Mysql improve Self join performance large table

join;mysql-5.5performance

I have a task to help identify conflicting IP ranges , I want to highlight when one companies IP range falls within another's … below is the sample table,

I have converted the IP ranges from .dot notation to their equivalent integer values (corp1_start… corp1_end):

+-----------+---------------------------------+--------------------+-------------+-------------+------------+------------+
| client_id | corp1                           | corp2              | corp1_start | corp2_start | corp1_end  | corp2_end  |
+-----------+---------------------------------+--------------------+-------------+-------------+------------+------------+
|      4263 | AlTel Lucent                    | EverGreen          |   212451424 |   212451456 |  212451439 |  212451583 |
|       308 | AlTel Lucent                    | Alcatel Lucent 1   |  2265448448 |  2279342080 | 2265710591 | 2281701375 |
|       308 | AlTel Lucent                    | AT&T 09 Corporate  |  2265448448 |  2277834752 | 2265710591 | 2278621183 |
|       308 | AlTel Lucent                    | AT&T 02 Corporate  |  2265448448 |  2278948864 | 2265710591 | 2279014399 |
|      2488 | Vassar College                  | Walmart            |  2414149632 |  2399207424 | 2414215167 | 2401828863 |
|      1417 | US House of Representatives     | Walmart            |  2414280704 |  2399207424 | 2414346239 | 2401828863 |
|      4861 | IP Test 2                       | IP Test 1          |  2418813975 |  2418813952 | 2418813976 | 2418814207 |
|      4484 | EXXon Corp                      | Chevron            |  2464874496 |  2450915328 | 2464940031 | 2452553727 |
+-----------+---------------------------------+--------------------+-------------+-------------+------------+------------+

And I have a query like this that use's a SELF join to help fetch the conflicting IP ranges.:

SELECT t1.client_id,t1.corp1,'IP conflicts --->',
t1.corp2, t1.corp1_start, t2.corp2_start, t1.corp1_end,t2.corp2_end
FROM table2 AS t1
JOIN table2 AS t2
 on 
 ( 
 t1.corp1_start >= t2.corp2_start 
 AND  t1.corp1_end <= t2.corp2_end 
 AND t1.client_id <> t2.client_id 
 ) 

the actual table has over 20,000 rows with indices on both start and end ranges, and the above query never seems to end . With less than 5000 rows the query appears to run , but as soon as you get into the 15K+ rows, it becomes unresponsive..

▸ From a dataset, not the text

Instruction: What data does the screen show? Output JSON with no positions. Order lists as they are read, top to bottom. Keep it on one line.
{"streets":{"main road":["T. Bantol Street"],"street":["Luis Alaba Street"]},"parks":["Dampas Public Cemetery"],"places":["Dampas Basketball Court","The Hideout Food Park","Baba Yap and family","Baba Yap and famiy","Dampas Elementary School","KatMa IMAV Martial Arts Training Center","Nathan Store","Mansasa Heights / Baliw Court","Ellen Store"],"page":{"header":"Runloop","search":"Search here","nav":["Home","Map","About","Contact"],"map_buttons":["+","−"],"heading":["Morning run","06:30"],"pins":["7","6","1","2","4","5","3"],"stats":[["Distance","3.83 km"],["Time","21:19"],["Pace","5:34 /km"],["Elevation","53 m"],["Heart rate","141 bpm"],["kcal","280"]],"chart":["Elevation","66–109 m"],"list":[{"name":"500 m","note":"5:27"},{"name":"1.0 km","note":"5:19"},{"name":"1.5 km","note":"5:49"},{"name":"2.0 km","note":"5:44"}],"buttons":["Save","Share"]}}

Running EXPLAIN SELECT on the query above produces something like :

+----+-------------+-------+------+----------------+------+---------+------+-------+------------------------------------------------+
| id | select_type | table | type | possible_keys  | key  | key_len | ref  | rows  | Extra                                          |
+----+-------------+-------+------+----------------+------+---------+------+-------+------------------------------------------------+
|  1 | SIMPLE      | t2    | ALL  | corp2_ip_idx   | NULL | NULL    | NULL | 16951 |                                                |
|  1 | SIMPLE      | t1    | ALL  | corp1_ip_idx | NULL | NULL    | NULL | 16951 | Range checked for each record (index map: 0x2) |
+----+-------------+-------+------+----------------+------+---------+------+-------+------------------------------------------------+

Any suggestions on how to improve performance? Version of database is MySQL 5, table type is myISAM.. thanks…

Best Answer

Here's a stab at this: see fiddle at http://sqlfiddle.com/#!9/1fc60/1. My algorithm in general to take all the start/end values for all clients, sort those numbers and make each adjacent pair of values into an interval. For n clients, you have 2n-1 intervals (in worst case). Then, evaluate each of those intervals to see how many clients' IP ranges they fall into. If more than 1, then you found a conflicting IP range between two clients. It does works, but as you get bigger data sets, it gets considerably slower. The algorithm is Polynomial in time complexity. On modest hardware, I was able to process 16k clients for conflicts in about 6 minutes.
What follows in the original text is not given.